Data ->
=-=-=-=-=

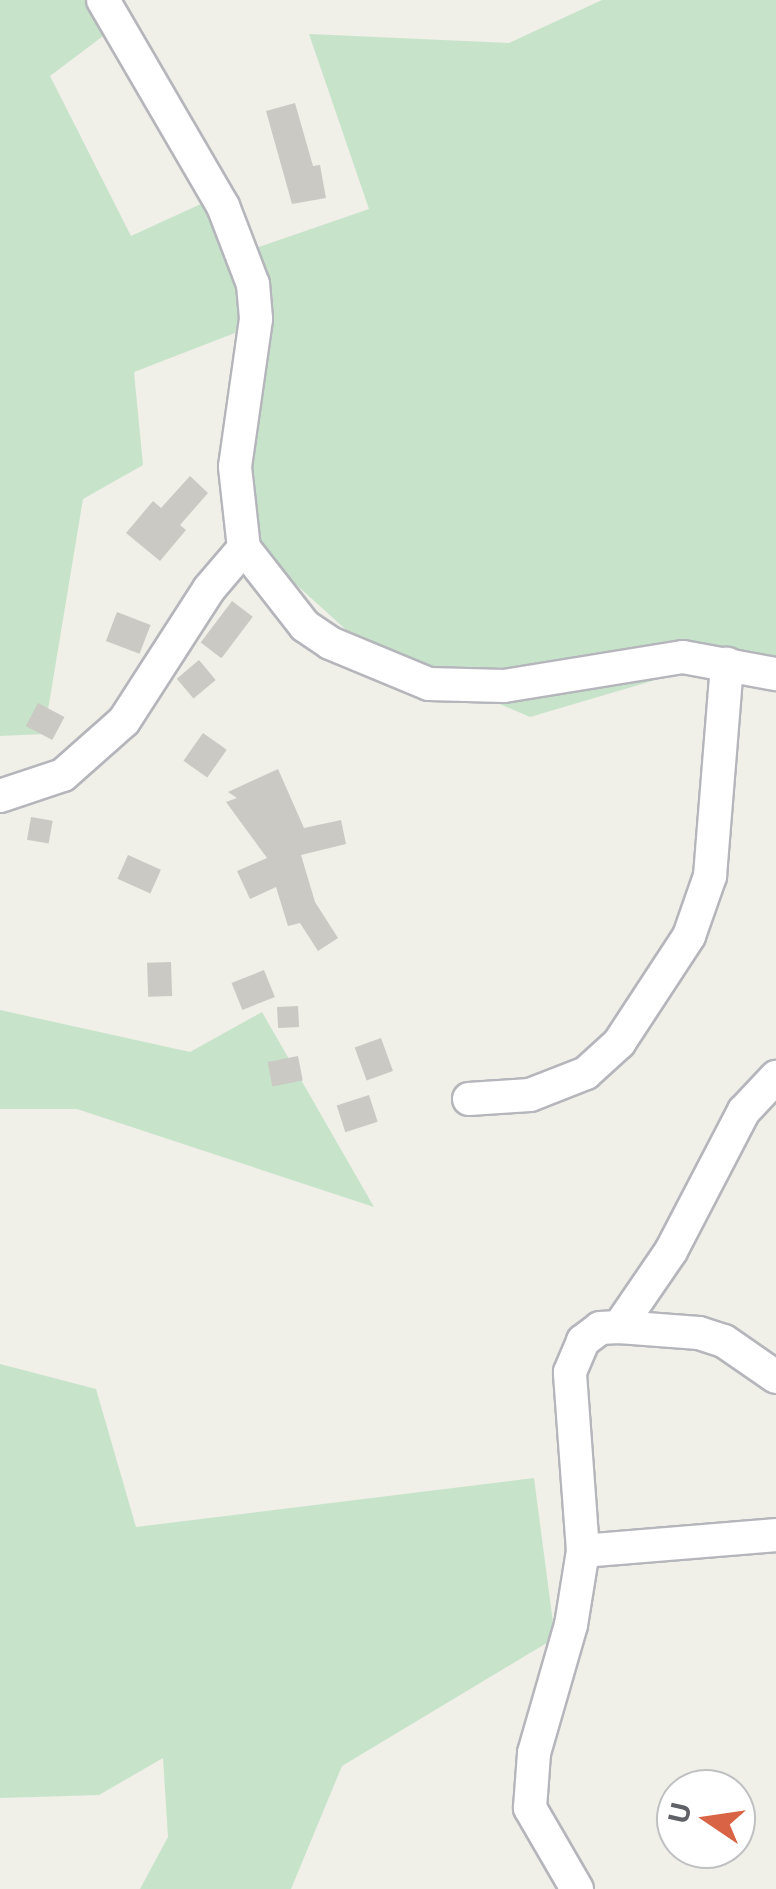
<!DOCTYPE html>
<html>
<head>
<meta charset="utf-8">
<style>
  body { margin:0 }
  #map { position:relative; width:776px; height:1889px; overflow:hidden; background:#f0efe8; font-family:"Noto Sans",sans-serif }
  div>[style] { position:absolute }
  [style*='--x'] { left:calc(var(--x)*1px); top:calc(var(--y)*1px); width:calc(var(--w)*1px); rotate:calc(var(--a)*1deg) }
  .green>* { inset:0; background:#c7e4cb }
  .building>* { inset:0; background:#cbc9c4; transform-origin:0 0 }
  .roads { filter:drop-shadow(2px 0 #b5b6bb) drop-shadow(-2px 0 #b5b6bb) drop-shadow(0 2px #b5b6bb) drop-shadow(0 -2px #b5b6bb) }
  .minor>* { height:32px; margin:-16px; padding:0 16px; transform-origin:16px; border-radius:16px; background:#fff }
  span { translate:-50% -50%; white-space:nowrap; text-align:center; line-height:1.15; -webkit-text-stroke:8px #fff; paint-order:stroke }
  .north { position:absolute; left:656px; top:1769px; width:100px; height:100px; box-sizing:border-box; background:#fff; border:2px solid #bfc0c2; border-radius:50%; rotate:283deg; font-size:28px; font-weight:700; line-height:40px; text-align:center; color:#5f6166 }
  .north::after { content:''; display:block; margin:auto; width:35px; height:45px; background:#d96345; clip-path:polygon(50% 0,100% 100%,50% 72%,0 100%) }
</style>
</head>
<body>
<div id="map">
  <div class="green">
    <i style="clip-path:polygon(0 0,108px 0,123px 21px,50px 76px,131px 236px,227px 192px,256px 248px,369px 209px,309px 34px,509px 43px,602px 0,776px 0,776px 672px,730px 658px,530px 717px,364px 646px,248px 541px,253px 326px,134px 372px,143px 465px,83px 499px,44px 734px,0 736px)"></i>
    <i style="clip-path:polygon(0 1010px,190px 1052px,262px 1012px,374px 1207px,77px 1109px,0 1109px)"></i>
    <i style="clip-path:polygon(0 1364px,96px 1389px,136px 1527px,534px 1478px,555px 1638px,342px 1766px,291px 1889px,140px 1889px,168px 1837px,163px 1758px,99px 1795px,0 1798px)"></i>
  </div>
  <div class="building">
    <i style="clip-path:polygon(295px 103px,313px 166px,320px 165px,326px 198px,292px 204px,266px 111px)"></i>
    <i style="clip-path:polygon(190px 476px,208px 493px,180px 525px,186px 530px,160px 561px,126px 533px,153px 501px,161px 508px)"></i>
    <i style="left:232px;top:601px;width:26px;height:52px;rotate:37deg"></i>
    <i style="left:117px;top:612px;width:36px;height:31px;rotate:21deg"></i>
    <i style="left:199px;top:660px;width:26px;height:29px;rotate:50deg"></i>
    <i style="left:38px;top:703px;width:30px;height:26px;rotate:28deg"></i>
    <i style="left:203px;top:733px;width:29px;height:34px;rotate:35deg"></i>
    <i style="clip-path:polygon(278px 769px,304px 828px,341px 820px,346px 844px,301px 855px,315px 902px,338px 938px,318px 951px,300px 923px,288px 926px,276px 887px,250px 899px,237px 871px,267px 858px,226px 802px,237px 798px,228px 792px)"></i>
    <i style="left:31px;top:817px;width:22px;height:23px;rotate:10deg"></i>
    <i style="left:128px;top:855px;width:36px;height:26px;rotate:24deg"></i>
    <i style="left:171px;top:962px;width:34px;height:24px;rotate:88deg"></i>
    <i style="left:264px;top:970px;width:29px;height:35px;rotate:68deg"></i>
    <i style="left:298px;top:1006px;width:21px;height:21px;rotate:87deg"></i>
    <i style="left:381px;top:1038px;width:35px;height:28px;rotate:70deg"></i>
    <i style="left:298px;top:1056px;width:25px;height:31px;rotate:79deg"></i>
    <i style="left:369px;top:1095px;width:28px;height:34px;rotate:72deg"></i>
  </div>
  <div class="roads">
    <div class="minor">
      <i style="--x:103;--y:0;--w:238;--a:59.8"></i>
      <i style="--x:223;--y:206;--w:84;--a:69"></i>
      <i style="--x:253;--y:284;--w:35;--a:85"></i>
      <i style="--x:256;--y:319;--w:149;--a:98.1"></i>
      <i style="--x:235;--y:467;--w:81;--a:83.7"></i>
      <i style="--x:244;--y:548;--w:99;--a:52"></i>
      <i style="--x:305;--y:626;--w:30;--a:34"></i>
      <i style="--x:330;--y:643;--w:107;--a:22.5"></i>
      <i style="--x:429;--y:684;--w:75;--a:1.5"></i>
      <i style="--x:504;--y:686;--w:181;--a:-9.2"></i>
      <i style="--x:683;--y:657;--w:95;--a:10.4"></i>
      <i style="--x:0;--y:796;--w:66;--a:-18.4"></i>
      <i style="--x:63;--y:775;--w:81;--a:-41.5"></i>
      <i style="--x:124;--y:721;--w:157;--a:-57.2"></i>
      <i style="--x:209;--y:589;--w:54;--a:-49.5"></i>
      <i style="--x:469;--y:1099;--w:61;--a:-3.8"></i>
      <i style="--x:530;--y:1095;--w:60;--a:-21.4"></i>
      <i style="--x:586;--y:1073;--w:45;--a:-42.3"></i>
      <i style="--x:619;--y:1043;--w:128;--a:-56.8"></i>
      <i style="--x:689;--y:936;--w:64;--a:-70.7"></i>
      <i style="--x:710;--y:876;--w:213;--a:-85.4"></i>
      <i style="--x:619;--y:1327;--w:92;--a:-55.6"></i>
      <i style="--x:671;--y:1251;--w:158;--a:-62.5"></i>
      <i style="--x:744;--y:1111;--w:47;--a:-46.7"></i>
      <i style="--x:583;--y:1551;--w:194;--a:-4.7"></i>
      <i style="--x:577;--y:1889;--w:94;--a:-120.1"></i>
      <i style="--x:530;--y:1808;--w:55;--a:-85.8"></i>
      <i style="--x:534;--y:1753;--w:133;--a:-73.9"></i>
      <i style="--x:571;--y:1625;--w:75;--a:-80.8"></i>
      <i style="--x:583;--y:1551;--w:179;--a:-94.2"></i>
      <i style="--x:570;--y:1372;--w:34;--a:-67"></i>
      <i style="--x:583;--y:1341;--w:21;--a:-37"></i>
      <i style="--x:600;--y:1328;--w:19;--a:-3"></i>
      <i style="--x:619;--y:1327;--w:80;--a:4.3"></i>
      <i style="--x:699;--y:1333;--w:26;--a:18"></i>
      <i style="--x:724;--y:1341;--w:63;--a:34.7"></i>
    </div>
  </div>
  <div class="north">U</div>
</div>
</body>
</html>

=-=-=-=-=

Directions ->
Where the listing above has a line with "inset:0; background:#cbc9c4; transform-origin:0", start there, and output every line exactly through the line with "476px,208px 493px,180px 525px,186px", which is also included.

Response ->
  .building>* { inset:0; background:#cbc9c4; transform-origin:0 0 }
  .roads { filter:drop-shadow(2px 0 #b5b6bb) drop-shadow(-2px 0 #b5b6bb) drop-shadow(0 2px #b5b6bb) drop-shadow(0 -2px #b5b6bb) }
  .minor>* { height:32px; margin:-16px; padding:0 16px; transform-origin:16px; border-radius:16px; background:#fff }
  span { translate:-50% -50%; white-space:nowrap; text-align:center; line-height:1.15; -webkit-text-stroke:8px #fff; paint-order:stroke }
  .north { position:absolute; left:656px; top:1769px; width:100px; height:100px; box-sizing:border-box; background:#fff; border:2px solid #bfc0c2; border-radius:50%; rotate:283deg; font-size:28px; font-weight:700; line-height:40px; text-align:center; color:#5f6166 }
  .north::after { content:''; display:block; margin:auto; width:35px; height:45px; background:#d96345; clip-path:polygon(50% 0,100% 100%,50% 72%,0 100%) }
</style>
</head>
<body>
<div id="map">
  <div class="green">
    <i style="clip-path:polygon(0 0,108px 0,123px 21px,50px 76px,131px 236px,227px 192px,256px 248px,369px 209px,309px 34px,509px 43px,602px 0,776px 0,776px 672px,730px 658px,530px 717px,364px 646px,248px 541px,253px 326px,134px 372px,143px 465px,83px 499px,44px 734px,0 736px)"></i>
    <i style="clip-path:polygon(0 1010px,190px 1052px,262px 1012px,374px 1207px,77px 1109px,0 1109px)"></i>
    <i style="clip-path:polygon(0 1364px,96px 1389px,136px 1527px,534px 1478px,555px 1638px,342px 1766px,291px 1889px,140px 1889px,168px 1837px,163px 1758px,99px 1795px,0 1798px)"></i>
  </div>
  <div class="building">
    <i style="clip-path:polygon(295px 103px,313px 166px,320px 165px,326px 198px,292px 204px,266px 111px)"></i>
    <i style="clip-path:polygon(190px 476px,208px 493px,180px 525px,186px 530px,160px 561px,126px 533px,153px 501px,161px 508px)"></i>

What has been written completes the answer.